Furthermore, the liner material used in the label roll results in waste, and correspondingly affects the cost of the roll. Linerless label rolls are conventionally known in which the front surface of the label web may be coated with a suitable release material, such as silicone, for providing an integrated liner in the web itself without the need for an additional liner sheet.
When the linerless web is unwound in the printer, it extends over a corresponding feedpath having several components over which the adhesive side of the web travels. For example, each printer has a platen or drive roller for driving the web along the feedpath. One or more guide rollers are also found in the printer for guiding the web through the printer and maintaining suitable tension and alignment thereof. And, a tear or cutting bar is also typically found at the outlet end of the printer for permitting individual labels to be severed from the distal end of the web after receiving printing thereon.

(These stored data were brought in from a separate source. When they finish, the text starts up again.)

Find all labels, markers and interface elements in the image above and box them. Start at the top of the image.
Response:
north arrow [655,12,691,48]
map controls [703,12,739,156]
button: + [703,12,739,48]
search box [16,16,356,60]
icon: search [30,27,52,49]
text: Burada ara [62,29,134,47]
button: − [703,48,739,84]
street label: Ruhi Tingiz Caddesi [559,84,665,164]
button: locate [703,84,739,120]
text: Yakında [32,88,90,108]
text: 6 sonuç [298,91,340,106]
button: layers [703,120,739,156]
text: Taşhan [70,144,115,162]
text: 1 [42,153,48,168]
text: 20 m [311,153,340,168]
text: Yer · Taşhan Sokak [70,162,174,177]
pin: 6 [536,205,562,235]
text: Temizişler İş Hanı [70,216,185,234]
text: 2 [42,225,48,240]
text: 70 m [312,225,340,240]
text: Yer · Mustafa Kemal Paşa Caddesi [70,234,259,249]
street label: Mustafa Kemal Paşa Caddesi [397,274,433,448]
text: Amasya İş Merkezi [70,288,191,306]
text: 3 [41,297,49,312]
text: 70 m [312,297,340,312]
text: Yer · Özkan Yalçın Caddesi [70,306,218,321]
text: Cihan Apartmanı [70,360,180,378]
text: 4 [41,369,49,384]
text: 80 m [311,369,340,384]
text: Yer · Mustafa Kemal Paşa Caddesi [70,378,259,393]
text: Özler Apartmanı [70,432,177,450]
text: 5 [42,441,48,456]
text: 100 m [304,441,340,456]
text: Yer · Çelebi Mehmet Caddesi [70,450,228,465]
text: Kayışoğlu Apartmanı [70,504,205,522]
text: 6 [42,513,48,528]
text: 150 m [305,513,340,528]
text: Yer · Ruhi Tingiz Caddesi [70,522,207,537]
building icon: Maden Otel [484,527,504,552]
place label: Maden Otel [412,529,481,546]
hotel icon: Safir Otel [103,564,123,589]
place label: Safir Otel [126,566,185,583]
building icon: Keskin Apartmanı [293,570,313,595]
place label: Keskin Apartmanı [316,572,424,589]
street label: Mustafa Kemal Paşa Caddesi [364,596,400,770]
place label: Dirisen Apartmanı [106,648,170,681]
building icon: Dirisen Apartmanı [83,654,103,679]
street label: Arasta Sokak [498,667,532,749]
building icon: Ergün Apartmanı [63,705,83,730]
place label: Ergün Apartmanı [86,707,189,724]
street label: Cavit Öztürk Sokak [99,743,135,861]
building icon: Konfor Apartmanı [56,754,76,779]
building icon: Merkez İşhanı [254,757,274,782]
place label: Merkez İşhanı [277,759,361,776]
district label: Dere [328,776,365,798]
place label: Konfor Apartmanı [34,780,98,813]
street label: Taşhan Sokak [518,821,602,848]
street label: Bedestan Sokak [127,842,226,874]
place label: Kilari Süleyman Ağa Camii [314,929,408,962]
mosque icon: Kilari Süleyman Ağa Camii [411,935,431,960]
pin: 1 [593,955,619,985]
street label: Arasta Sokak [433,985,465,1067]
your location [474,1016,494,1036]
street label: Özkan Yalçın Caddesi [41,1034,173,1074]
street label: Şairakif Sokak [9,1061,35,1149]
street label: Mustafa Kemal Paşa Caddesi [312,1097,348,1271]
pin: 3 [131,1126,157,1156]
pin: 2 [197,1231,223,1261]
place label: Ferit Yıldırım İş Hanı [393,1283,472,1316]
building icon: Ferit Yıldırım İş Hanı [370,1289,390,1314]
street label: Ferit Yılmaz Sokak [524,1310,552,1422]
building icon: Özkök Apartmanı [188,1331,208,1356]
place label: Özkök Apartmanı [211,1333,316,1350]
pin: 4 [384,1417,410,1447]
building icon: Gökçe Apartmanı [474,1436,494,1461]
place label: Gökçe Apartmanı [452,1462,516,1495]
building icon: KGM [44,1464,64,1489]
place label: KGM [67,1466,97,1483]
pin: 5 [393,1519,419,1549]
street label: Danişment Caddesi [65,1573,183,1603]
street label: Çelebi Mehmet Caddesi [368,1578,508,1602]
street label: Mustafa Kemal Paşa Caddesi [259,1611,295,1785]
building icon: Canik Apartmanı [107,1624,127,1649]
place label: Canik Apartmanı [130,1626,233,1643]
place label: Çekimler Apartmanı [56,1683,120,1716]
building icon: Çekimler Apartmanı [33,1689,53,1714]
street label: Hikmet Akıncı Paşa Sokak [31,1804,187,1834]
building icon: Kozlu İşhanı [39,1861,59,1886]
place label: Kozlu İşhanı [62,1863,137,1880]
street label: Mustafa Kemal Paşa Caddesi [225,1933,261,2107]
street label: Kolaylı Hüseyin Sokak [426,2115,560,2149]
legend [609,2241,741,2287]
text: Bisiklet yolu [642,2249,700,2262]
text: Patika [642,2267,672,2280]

Since these exemplary feedpath components are directly exposed to the adhesive on the linerless web, they can accumulate adhesive lost from the web over extended use of the printer. Adhesive buildup on these feedpath components is undesirable since it may restrain free movement of the web during operation and may lead to undesirable jamming of the web in the printer. And, the accumulating adhesive can require periodic cleaning of the feedpath components during routine maintenance operation.
Since every printer has some variation of these feedpath components, all such printers are subject to adhesive buildup when using linerless labels therein. Furthermore, the feedpath components in different printers are typically differently located along the feedpath, and adhesive buildup thereon differently affects performance of the printer.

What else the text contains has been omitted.